------ MATERIAL FOR THE TASK ------

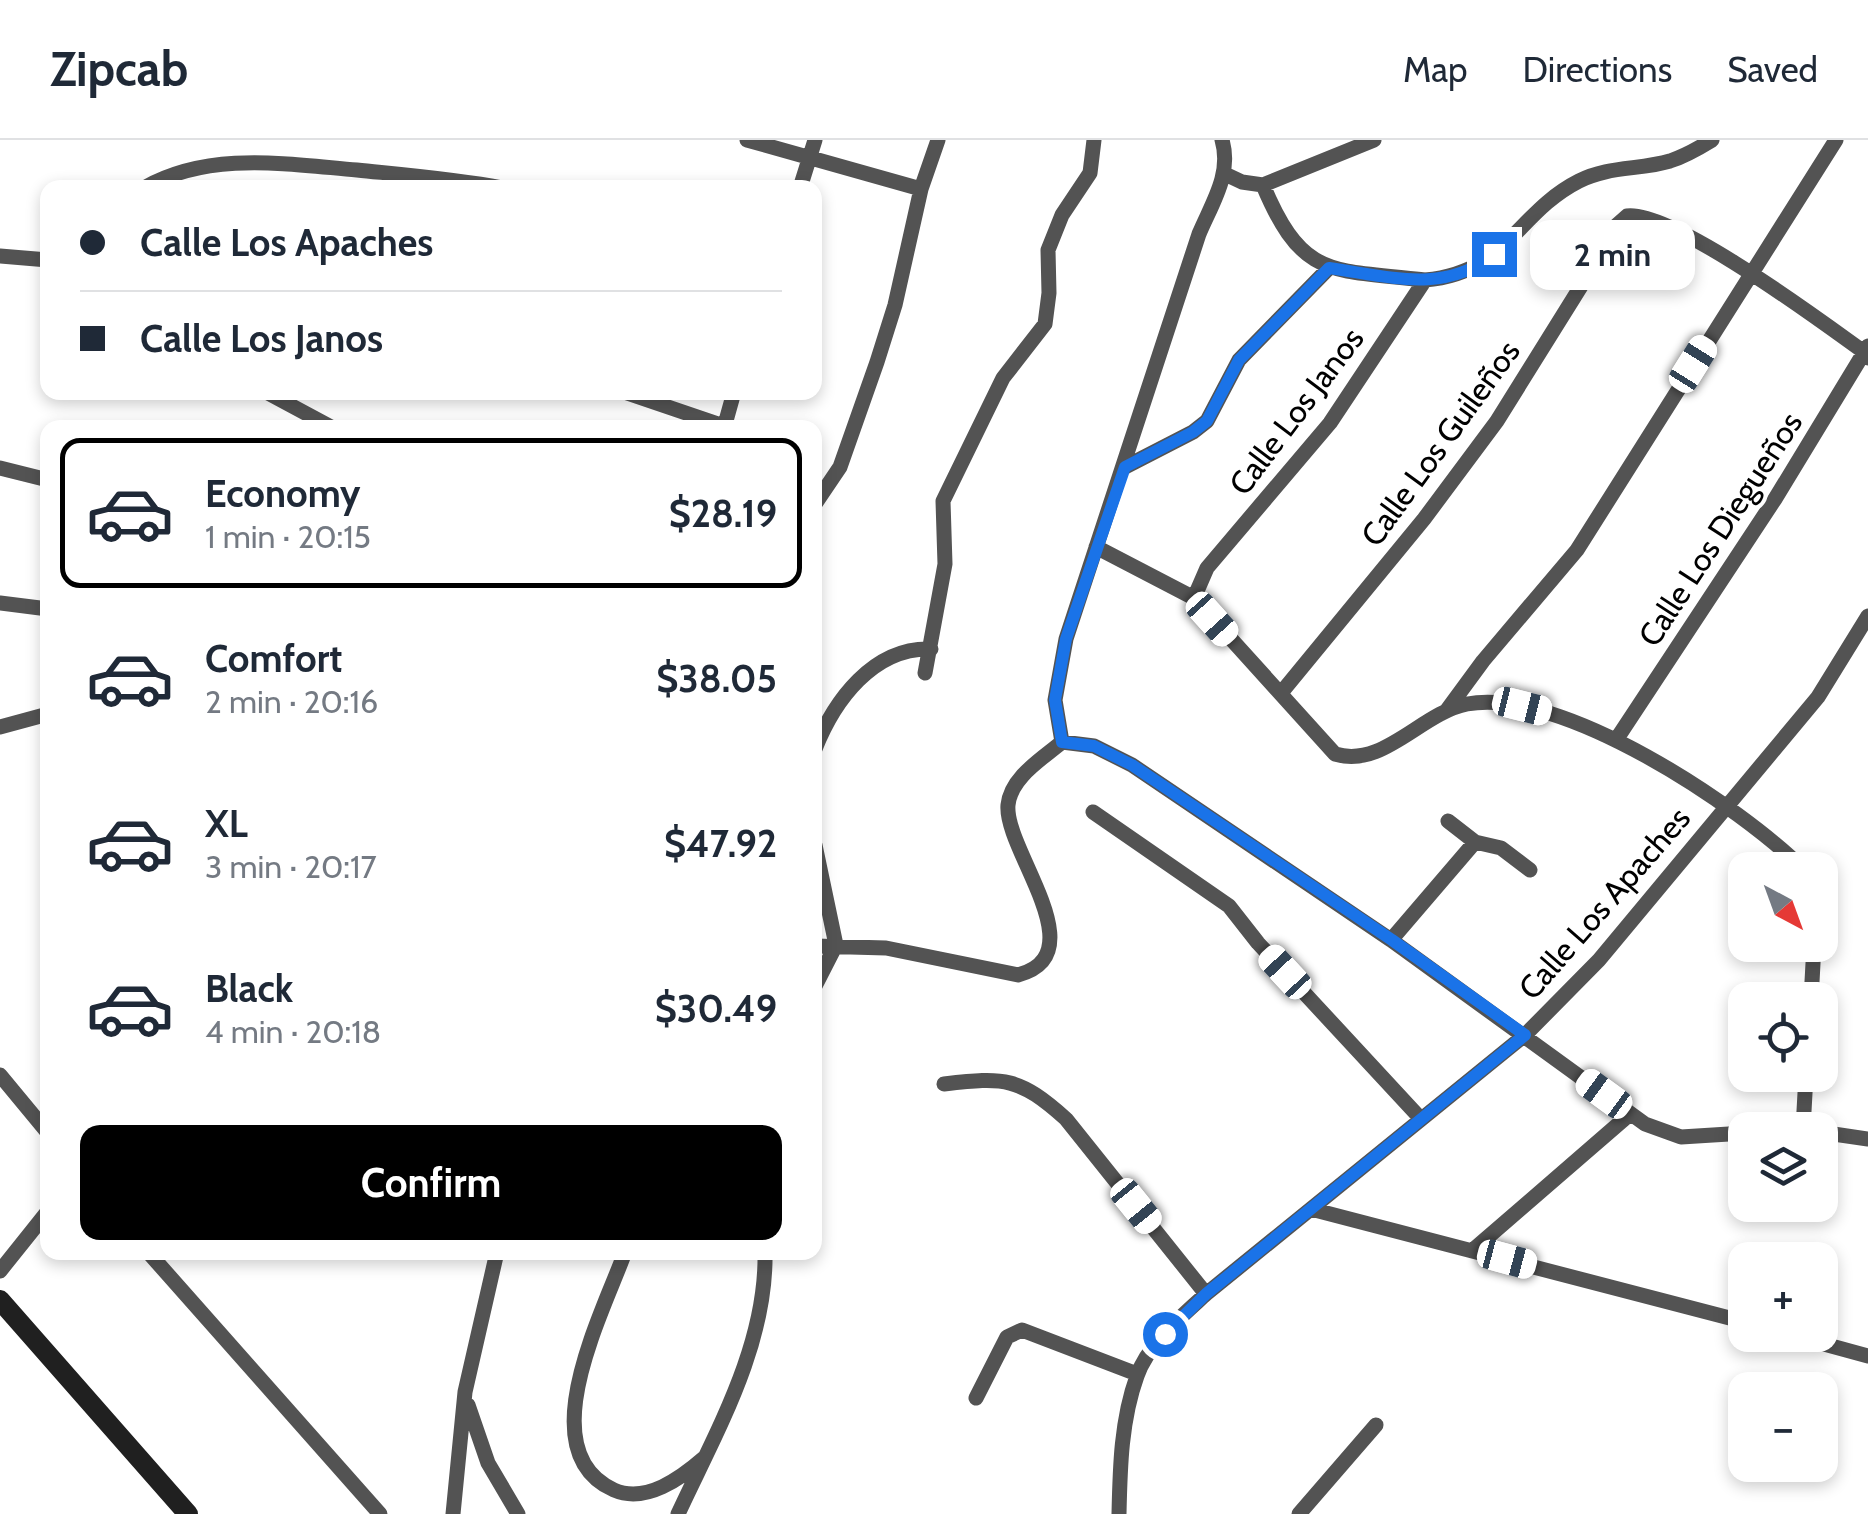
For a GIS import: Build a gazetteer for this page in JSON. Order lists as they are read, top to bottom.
{
  "streets": {
    "street": [
      "Calle Los Janos",
      "Calle Los Guileños",
      "Calle Los Diegueños",
      "Calle Los Apaches"
    ]
  },
  "north": "bottom right",
  "page": {
    "header": "Zipcab",
    "nav": ["Map", "Directions", "Saved"],
    "banner": ["Calle Los Apaches", "Calle Los Janos"],
    "bubble": "2 min",
    "list": [
      {
        "name": "Economy",
        "note": "1 min · 20:15",
        "value": "$28.19"
      },
      {
        "name": "Comfort",
        "note": "2 min · 20:16",
        "value": "$38.05"
      },
      {
        "name": "XL",
        "note": "3 min · 20:17",
        "value": "$47.92"
      },
      {
        "name": "Black",
        "note": "4 min · 20:18",
        "value": "$30.49"
      }
    ],
    "map_buttons": ["+", "−"],
    "buttons": "Confirm"
  }
}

------

■ **TRY IT**
Output the whole listing again, exactly, without its pictures.

■ **RESULT FOR THIS EXERCISE**
For a GIS import: Build a gazetteer for this page in JSON. Order lists as they are read, top to bottom.
{
  "streets": {
    "street": [
      "Calle Los Janos",
      "Calle Los Guileños",
      "Calle Los Diegueños",
      "Calle Los Apaches"
    ]
  },
  "north": "bottom right",
  "page": {
    "header": "Zipcab",
    "nav": ["Map", "Directions", "Saved"],
    "banner": ["Calle Los Apaches", "Calle Los Janos"],
    "bubble": "2 min",
    "list": [
      {
        "name": "Economy",
        "note": "1 min · 20:15",
        "value": "$28.19"
      },
      {
        "name": "Comfort",
        "note": "2 min · 20:16",
        "value": "$38.05"
      },
      {
        "name": "XL",
        "note": "3 min · 20:17",
        "value": "$47.92"
      },
      {
        "name": "Black",
        "note": "4 min · 20:18",
        "value": "$30.49"
      }
    ],
    "map_buttons": ["+", "−"],
    "buttons": "Confirm"
  }
}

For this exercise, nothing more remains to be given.